Art and Religion


All the great religions have produced great art. But just as Pascal argued that of all the religions, Christianity was most closely aligned with human nature, so I would argue that of all religions it is most sympathetic to the creation of art. Eastern religions believe that the world is Maya or illusion. In Buddhist art, as Chesterton quipped in Orthodoxy, everyone seems to be asleep, whereas in Christian art, people are awake and wildly active. Judaism severely limited representation, Islam forbids it altogether. And within Christianity, both the Eastern Church and Protestantism have had their episodes of iconoclasm. Only the Catholic Church has continuously supported all forms of art, including the art of representing the world.

Why this is so is not difficult to fathom. The Church supports art for the same reason that it sponsored the scientific revolution. Christianity asserts that God made a real world. From this creation to the birth of Christ to the miracles of the present day, every revelation demonstrates

the reality of incarnation, that is of God’s spirit acting in this real world. Holy Scripture in Christianity is a history book. As a result of such beliefs, the Christian must be involved in history, in the world, in politics, in all worthwhile human activity. As St. Josemaria stated, one must “passionately love the world.” Therefore, one can study the world in its own right, and in art, represent that world in both its sacred and profane manifestations.

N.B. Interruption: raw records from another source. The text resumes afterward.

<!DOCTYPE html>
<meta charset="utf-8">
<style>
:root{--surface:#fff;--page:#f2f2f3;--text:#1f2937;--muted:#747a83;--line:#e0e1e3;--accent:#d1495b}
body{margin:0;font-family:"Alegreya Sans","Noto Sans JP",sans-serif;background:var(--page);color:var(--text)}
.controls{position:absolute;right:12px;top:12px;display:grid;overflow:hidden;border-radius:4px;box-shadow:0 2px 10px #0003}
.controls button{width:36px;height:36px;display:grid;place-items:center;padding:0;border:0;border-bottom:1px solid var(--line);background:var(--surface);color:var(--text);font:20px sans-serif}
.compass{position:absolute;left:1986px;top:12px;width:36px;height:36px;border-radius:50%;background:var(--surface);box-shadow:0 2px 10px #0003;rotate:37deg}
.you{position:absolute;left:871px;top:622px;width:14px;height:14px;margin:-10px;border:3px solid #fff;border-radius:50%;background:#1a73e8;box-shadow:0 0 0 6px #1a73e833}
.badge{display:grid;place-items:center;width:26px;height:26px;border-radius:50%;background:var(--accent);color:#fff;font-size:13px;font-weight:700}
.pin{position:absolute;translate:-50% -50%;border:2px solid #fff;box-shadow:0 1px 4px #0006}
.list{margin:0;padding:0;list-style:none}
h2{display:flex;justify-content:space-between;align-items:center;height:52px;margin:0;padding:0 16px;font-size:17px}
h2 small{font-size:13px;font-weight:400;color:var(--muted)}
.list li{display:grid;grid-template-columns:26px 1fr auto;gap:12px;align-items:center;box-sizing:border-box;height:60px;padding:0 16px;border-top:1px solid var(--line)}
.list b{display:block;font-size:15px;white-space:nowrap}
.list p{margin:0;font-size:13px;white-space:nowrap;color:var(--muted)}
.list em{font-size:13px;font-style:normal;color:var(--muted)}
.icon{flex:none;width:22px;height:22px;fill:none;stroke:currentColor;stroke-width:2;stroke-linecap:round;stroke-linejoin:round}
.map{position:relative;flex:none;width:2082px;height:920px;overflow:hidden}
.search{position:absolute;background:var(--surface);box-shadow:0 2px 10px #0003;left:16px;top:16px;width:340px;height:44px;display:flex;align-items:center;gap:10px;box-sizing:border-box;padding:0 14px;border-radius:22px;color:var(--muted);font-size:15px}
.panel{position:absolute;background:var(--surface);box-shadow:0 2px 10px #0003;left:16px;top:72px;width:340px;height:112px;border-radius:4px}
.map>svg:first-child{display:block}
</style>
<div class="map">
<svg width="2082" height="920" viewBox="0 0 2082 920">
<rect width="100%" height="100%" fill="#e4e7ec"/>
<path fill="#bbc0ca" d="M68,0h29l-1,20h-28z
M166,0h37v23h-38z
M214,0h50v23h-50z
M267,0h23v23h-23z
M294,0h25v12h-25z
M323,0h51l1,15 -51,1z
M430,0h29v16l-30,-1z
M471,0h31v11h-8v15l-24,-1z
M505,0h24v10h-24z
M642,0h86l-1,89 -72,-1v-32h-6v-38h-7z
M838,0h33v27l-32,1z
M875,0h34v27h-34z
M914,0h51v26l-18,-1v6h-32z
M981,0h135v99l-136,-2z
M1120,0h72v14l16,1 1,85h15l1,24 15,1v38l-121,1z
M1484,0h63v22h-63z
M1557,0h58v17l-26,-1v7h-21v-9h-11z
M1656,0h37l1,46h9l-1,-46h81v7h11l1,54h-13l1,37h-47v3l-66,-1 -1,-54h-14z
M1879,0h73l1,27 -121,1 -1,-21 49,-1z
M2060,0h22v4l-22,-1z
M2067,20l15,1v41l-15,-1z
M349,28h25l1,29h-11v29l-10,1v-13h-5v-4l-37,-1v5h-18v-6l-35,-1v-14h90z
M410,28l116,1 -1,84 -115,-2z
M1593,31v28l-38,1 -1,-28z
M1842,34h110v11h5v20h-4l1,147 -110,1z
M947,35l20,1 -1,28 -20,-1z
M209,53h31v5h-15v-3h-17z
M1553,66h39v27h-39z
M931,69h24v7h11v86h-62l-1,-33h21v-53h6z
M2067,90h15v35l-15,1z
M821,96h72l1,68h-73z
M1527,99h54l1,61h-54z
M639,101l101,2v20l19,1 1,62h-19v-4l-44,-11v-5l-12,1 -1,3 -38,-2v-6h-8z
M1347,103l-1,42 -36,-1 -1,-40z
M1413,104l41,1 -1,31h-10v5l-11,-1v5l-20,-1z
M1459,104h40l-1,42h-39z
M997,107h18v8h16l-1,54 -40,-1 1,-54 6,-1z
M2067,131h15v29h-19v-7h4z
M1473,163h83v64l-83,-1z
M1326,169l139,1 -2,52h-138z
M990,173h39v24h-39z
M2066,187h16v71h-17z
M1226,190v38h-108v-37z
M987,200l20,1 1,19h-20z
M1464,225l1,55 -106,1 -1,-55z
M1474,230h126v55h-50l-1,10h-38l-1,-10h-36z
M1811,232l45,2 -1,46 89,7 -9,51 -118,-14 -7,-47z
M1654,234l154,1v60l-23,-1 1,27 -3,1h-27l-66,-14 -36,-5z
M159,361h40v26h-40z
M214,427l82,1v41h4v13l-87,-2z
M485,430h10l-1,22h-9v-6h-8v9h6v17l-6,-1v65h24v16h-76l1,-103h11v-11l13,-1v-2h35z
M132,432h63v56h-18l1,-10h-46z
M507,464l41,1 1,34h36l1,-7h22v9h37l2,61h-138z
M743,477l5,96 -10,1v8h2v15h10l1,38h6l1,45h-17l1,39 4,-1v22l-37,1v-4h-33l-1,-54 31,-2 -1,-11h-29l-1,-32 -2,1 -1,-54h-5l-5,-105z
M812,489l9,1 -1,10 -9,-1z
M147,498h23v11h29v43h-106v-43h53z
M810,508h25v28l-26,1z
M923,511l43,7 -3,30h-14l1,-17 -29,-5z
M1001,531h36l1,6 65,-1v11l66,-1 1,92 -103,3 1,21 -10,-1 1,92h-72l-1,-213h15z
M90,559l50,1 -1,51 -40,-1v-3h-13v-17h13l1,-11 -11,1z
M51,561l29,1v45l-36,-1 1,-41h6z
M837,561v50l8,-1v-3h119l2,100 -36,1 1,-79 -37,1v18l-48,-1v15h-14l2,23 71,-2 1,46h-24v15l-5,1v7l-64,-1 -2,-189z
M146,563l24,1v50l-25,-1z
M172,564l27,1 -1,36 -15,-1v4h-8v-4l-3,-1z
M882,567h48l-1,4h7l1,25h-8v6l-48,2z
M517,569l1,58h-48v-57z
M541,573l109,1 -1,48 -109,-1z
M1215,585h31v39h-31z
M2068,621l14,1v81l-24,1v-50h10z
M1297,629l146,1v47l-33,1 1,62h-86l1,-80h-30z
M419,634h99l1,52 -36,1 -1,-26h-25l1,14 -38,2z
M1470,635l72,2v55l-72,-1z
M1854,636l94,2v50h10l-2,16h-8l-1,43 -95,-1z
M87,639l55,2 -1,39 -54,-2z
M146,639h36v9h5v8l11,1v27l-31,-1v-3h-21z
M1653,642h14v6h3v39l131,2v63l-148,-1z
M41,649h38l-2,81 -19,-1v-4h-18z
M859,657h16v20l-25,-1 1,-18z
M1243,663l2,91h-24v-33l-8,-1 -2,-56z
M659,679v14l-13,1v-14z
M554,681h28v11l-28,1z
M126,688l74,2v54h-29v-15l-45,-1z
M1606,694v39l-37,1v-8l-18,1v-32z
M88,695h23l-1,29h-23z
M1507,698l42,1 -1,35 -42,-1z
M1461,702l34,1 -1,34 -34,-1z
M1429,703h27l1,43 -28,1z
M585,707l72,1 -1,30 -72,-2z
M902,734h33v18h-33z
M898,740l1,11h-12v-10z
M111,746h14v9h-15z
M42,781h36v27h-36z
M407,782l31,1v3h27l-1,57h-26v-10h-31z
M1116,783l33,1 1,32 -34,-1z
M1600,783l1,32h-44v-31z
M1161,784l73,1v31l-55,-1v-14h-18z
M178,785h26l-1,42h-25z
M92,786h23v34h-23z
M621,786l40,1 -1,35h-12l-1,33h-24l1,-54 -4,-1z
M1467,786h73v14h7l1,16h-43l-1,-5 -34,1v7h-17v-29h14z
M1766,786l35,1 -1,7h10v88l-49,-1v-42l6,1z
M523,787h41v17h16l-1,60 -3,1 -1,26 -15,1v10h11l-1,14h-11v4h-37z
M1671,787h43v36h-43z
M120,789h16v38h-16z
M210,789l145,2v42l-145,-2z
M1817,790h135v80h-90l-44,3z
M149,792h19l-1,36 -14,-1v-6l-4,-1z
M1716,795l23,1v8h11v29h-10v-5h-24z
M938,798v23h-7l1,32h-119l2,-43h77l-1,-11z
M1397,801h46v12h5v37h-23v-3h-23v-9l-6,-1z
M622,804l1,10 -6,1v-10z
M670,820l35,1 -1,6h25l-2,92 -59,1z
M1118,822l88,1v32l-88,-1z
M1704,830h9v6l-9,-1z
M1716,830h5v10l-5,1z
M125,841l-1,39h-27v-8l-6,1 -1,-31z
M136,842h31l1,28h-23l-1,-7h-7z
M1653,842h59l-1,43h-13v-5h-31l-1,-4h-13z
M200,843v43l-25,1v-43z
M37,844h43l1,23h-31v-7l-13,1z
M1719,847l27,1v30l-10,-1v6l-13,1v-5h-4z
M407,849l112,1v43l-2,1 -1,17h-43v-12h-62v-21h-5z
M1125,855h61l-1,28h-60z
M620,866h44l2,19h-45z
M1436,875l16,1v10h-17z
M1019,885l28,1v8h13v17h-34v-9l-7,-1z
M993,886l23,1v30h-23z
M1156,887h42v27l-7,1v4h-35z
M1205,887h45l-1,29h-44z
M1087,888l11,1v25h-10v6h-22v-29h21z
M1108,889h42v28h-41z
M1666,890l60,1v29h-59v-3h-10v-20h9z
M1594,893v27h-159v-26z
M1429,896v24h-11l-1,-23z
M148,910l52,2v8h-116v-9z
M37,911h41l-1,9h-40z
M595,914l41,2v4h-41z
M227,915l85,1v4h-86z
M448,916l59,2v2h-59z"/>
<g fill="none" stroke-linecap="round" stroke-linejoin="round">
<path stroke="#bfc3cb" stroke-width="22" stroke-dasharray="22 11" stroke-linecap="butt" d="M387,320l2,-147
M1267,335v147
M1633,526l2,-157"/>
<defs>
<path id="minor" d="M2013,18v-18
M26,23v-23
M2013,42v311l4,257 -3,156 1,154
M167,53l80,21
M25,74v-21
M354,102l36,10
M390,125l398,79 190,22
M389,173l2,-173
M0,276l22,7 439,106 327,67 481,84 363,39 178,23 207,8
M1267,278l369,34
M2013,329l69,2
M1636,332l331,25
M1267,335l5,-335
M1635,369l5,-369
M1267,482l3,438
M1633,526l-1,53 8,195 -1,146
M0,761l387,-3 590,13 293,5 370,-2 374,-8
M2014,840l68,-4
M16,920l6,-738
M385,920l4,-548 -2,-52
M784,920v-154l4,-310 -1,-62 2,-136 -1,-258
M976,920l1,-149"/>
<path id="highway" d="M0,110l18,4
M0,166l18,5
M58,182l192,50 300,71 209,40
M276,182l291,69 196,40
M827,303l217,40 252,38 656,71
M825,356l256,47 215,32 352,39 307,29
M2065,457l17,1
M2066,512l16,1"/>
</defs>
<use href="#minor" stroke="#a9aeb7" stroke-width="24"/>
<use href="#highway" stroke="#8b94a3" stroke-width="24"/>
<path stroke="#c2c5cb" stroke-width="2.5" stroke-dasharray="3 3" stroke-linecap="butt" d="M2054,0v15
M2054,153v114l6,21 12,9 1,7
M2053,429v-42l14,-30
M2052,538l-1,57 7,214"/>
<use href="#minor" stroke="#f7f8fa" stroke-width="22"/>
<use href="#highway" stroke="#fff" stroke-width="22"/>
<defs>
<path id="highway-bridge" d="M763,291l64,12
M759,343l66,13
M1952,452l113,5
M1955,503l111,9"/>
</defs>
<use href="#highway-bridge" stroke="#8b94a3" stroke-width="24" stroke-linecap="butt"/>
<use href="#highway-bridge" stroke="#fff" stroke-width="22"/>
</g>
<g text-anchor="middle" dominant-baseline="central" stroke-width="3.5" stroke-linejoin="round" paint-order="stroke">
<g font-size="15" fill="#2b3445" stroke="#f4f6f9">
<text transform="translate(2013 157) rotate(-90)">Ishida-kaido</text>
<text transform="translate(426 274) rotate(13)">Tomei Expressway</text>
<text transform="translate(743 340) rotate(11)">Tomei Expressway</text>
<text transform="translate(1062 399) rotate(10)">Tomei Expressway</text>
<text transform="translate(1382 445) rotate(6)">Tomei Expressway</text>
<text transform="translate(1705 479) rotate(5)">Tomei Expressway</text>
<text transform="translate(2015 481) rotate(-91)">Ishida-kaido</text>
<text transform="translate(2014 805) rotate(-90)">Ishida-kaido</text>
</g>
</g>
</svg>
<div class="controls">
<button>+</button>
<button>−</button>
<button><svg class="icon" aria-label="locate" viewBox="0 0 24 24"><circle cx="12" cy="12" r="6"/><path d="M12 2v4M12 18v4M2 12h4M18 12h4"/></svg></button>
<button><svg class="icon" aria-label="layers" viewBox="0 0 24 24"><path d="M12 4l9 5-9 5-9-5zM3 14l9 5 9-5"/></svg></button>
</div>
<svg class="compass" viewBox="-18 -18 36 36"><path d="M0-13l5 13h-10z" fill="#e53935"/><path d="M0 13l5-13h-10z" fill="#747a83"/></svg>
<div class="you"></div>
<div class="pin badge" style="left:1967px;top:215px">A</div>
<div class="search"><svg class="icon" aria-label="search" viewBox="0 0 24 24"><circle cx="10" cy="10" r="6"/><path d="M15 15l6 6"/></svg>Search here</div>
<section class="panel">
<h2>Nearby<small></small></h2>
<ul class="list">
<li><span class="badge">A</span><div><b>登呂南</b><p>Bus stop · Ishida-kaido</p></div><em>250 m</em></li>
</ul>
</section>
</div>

Simone Weil went a step further, claiming that whatever the subject or the intentions and the ideology of the artist, “All art of the highest order is religious in essence.” Because the artist has shaped material objects from the temporal, given the moments in which he or she lived coherence and beauty, the work of art transcends the time of its creation. It becomes a kind of incarnation of spirit, of the eternal.

For this reason, great works of art never become dated.